### The problem
Find and copy each line in the material below where the string "order" occurs.

### Material shown
--------------------------------

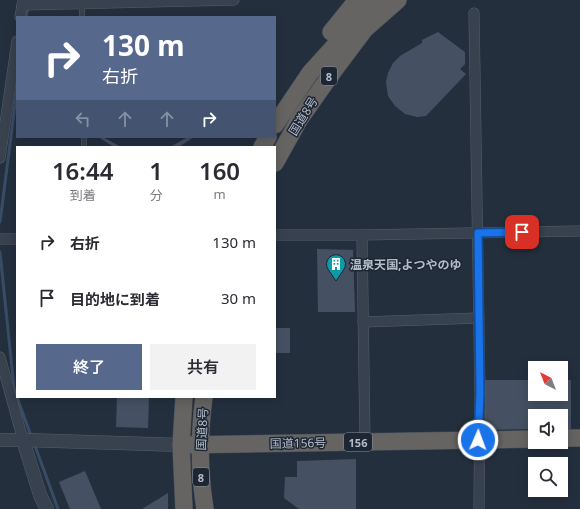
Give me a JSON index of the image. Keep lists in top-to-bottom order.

--------------------------------

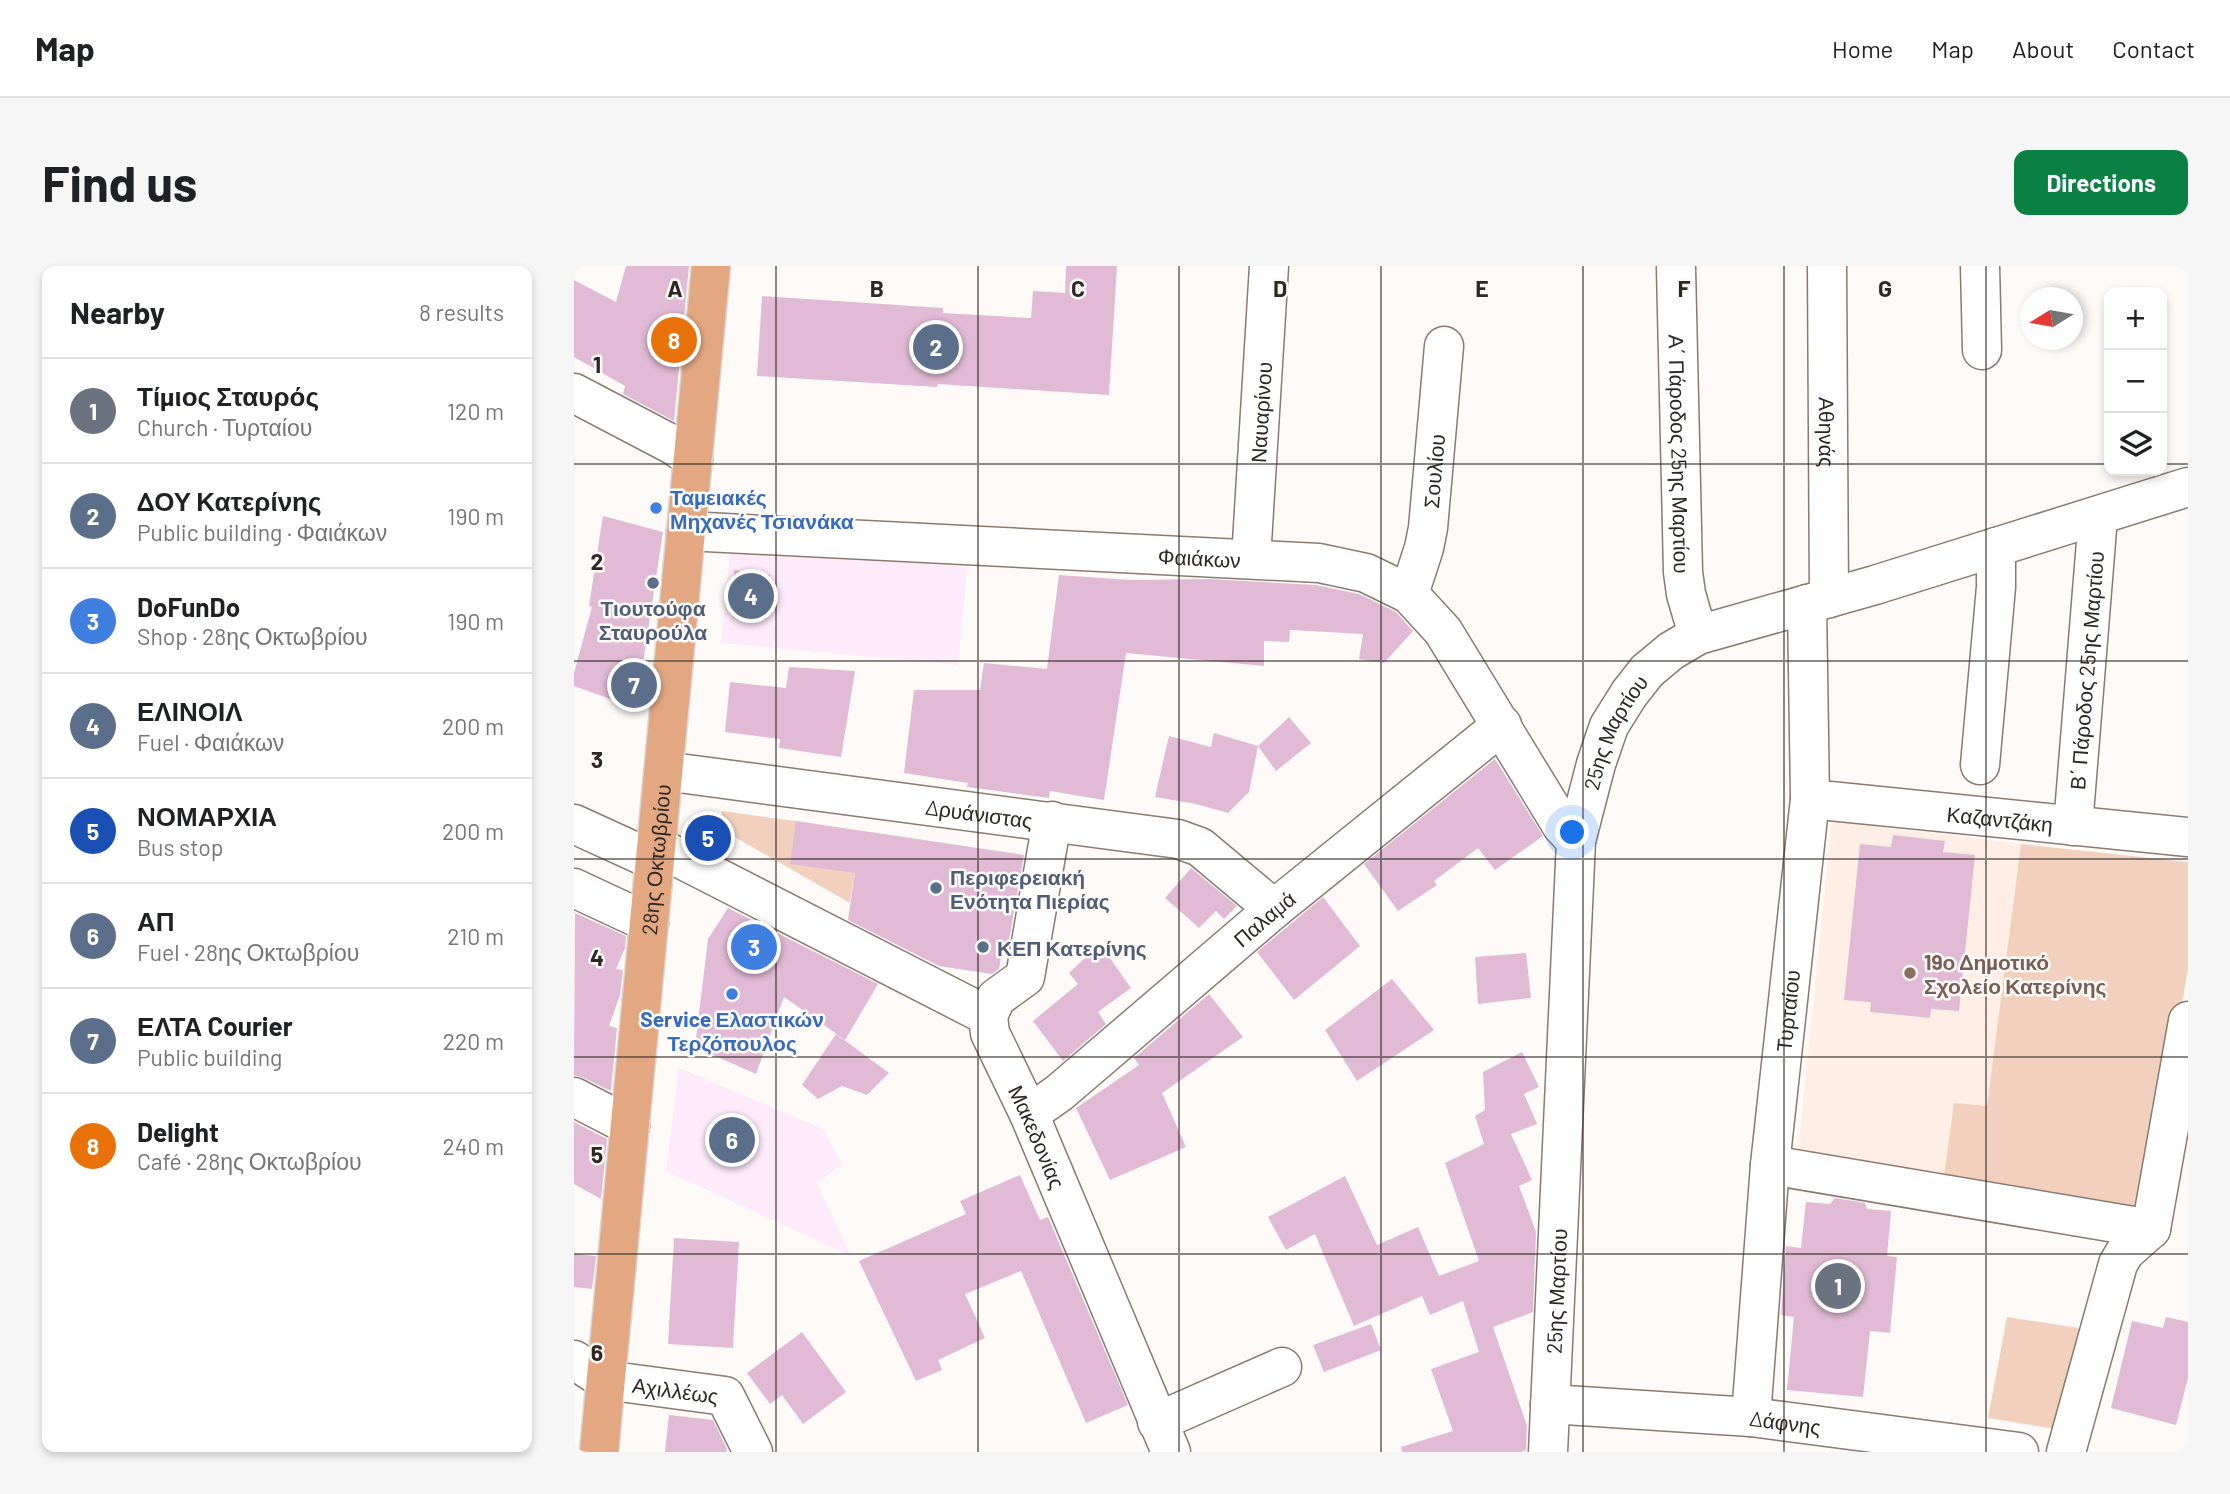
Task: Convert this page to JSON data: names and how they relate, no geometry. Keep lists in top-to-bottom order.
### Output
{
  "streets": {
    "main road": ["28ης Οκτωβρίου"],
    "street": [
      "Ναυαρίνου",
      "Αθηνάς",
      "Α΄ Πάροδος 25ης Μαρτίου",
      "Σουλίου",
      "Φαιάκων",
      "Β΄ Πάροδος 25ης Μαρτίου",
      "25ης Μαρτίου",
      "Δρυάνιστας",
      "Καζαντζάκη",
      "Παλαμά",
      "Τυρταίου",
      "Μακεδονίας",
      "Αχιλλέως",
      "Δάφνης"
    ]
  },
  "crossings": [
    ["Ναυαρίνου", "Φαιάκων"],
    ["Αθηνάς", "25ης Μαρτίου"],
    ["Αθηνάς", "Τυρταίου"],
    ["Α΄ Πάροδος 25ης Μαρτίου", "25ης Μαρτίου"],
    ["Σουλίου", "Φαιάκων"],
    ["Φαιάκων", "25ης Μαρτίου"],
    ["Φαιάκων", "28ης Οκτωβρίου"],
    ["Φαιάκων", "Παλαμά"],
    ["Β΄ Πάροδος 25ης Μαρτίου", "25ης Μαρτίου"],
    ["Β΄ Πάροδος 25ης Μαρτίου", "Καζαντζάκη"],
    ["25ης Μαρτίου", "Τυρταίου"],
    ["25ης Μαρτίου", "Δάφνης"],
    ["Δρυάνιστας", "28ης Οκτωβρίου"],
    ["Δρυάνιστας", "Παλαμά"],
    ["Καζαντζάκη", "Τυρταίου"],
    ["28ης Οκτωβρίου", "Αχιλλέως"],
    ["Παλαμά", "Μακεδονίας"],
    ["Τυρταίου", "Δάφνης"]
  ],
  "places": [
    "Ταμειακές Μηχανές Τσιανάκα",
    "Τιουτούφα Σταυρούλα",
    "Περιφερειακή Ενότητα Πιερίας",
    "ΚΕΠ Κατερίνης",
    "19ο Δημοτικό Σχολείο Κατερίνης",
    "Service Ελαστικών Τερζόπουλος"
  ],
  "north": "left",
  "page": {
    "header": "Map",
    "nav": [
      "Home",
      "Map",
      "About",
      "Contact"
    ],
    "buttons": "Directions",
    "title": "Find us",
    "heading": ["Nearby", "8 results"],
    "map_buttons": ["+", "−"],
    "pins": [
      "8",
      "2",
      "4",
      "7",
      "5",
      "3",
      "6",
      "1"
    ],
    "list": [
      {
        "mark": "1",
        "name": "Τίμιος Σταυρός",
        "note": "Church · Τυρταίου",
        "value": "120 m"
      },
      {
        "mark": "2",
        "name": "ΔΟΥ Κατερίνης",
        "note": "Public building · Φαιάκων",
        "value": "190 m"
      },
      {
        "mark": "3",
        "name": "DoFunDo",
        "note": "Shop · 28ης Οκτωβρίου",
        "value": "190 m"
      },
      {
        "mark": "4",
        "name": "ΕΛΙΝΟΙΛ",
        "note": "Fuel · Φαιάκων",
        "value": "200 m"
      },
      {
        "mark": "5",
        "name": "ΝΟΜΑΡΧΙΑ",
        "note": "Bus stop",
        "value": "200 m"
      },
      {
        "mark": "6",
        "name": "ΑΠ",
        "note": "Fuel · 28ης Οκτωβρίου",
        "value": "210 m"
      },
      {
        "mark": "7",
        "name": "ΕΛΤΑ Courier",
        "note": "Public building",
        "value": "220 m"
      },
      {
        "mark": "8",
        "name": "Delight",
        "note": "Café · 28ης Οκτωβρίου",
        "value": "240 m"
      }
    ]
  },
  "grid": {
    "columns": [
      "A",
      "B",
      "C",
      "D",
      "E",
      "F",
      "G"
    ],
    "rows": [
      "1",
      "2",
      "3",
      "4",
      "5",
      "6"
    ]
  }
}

--------------------------------

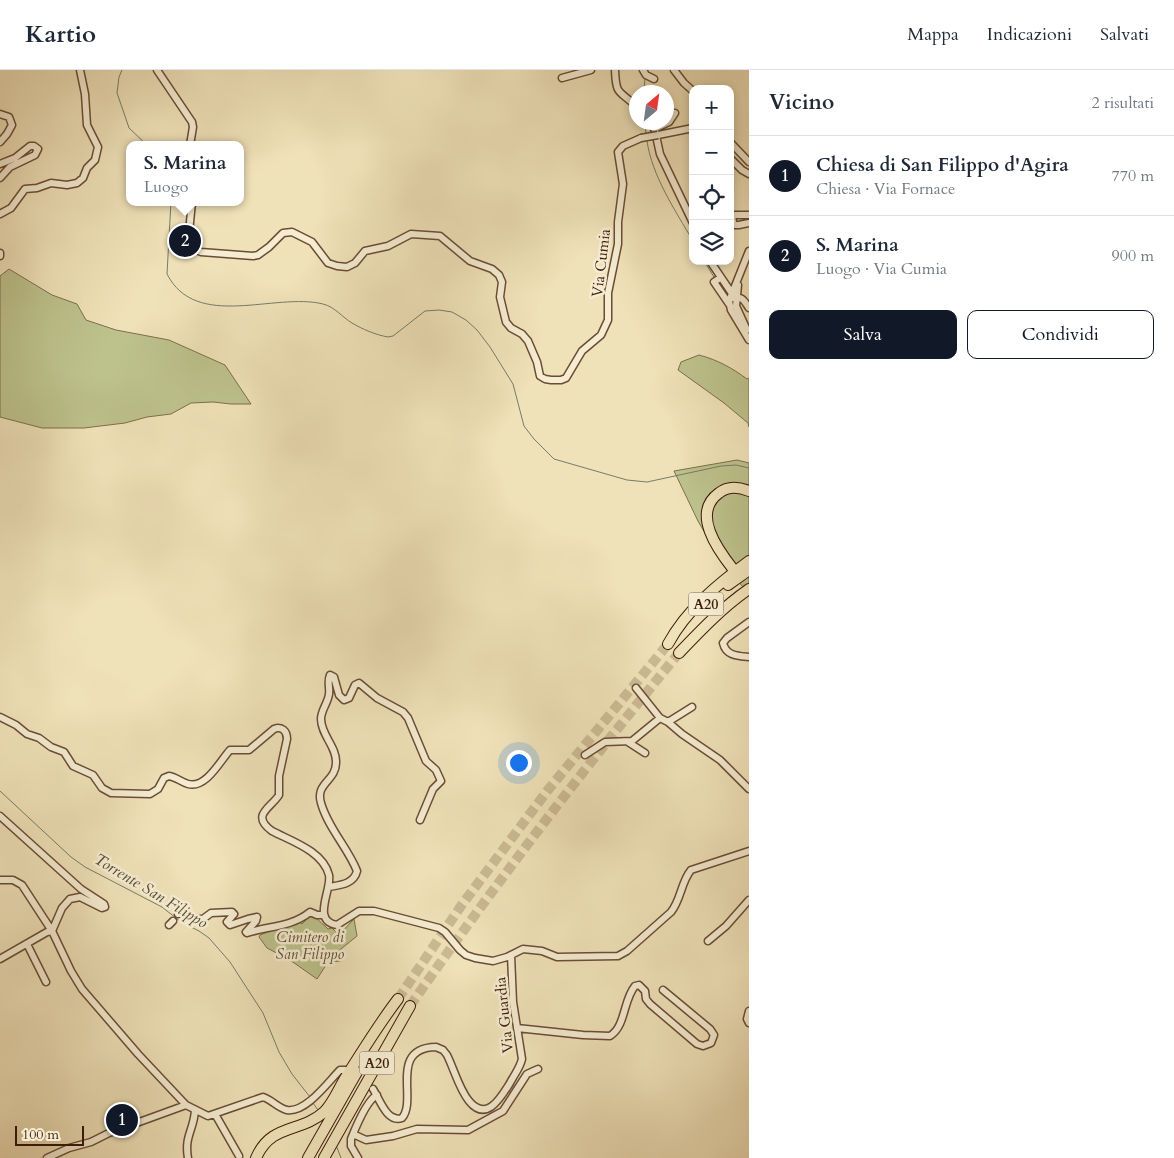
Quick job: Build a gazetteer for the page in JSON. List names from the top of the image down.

--------------------------------

### Output for this exercise
Give me a JSON index of the image. Keep lists in top-to-bottom order.
Task: Convert this page to JSON data: names and how they relate, no geometry. Keep lists in top-to-bottom order.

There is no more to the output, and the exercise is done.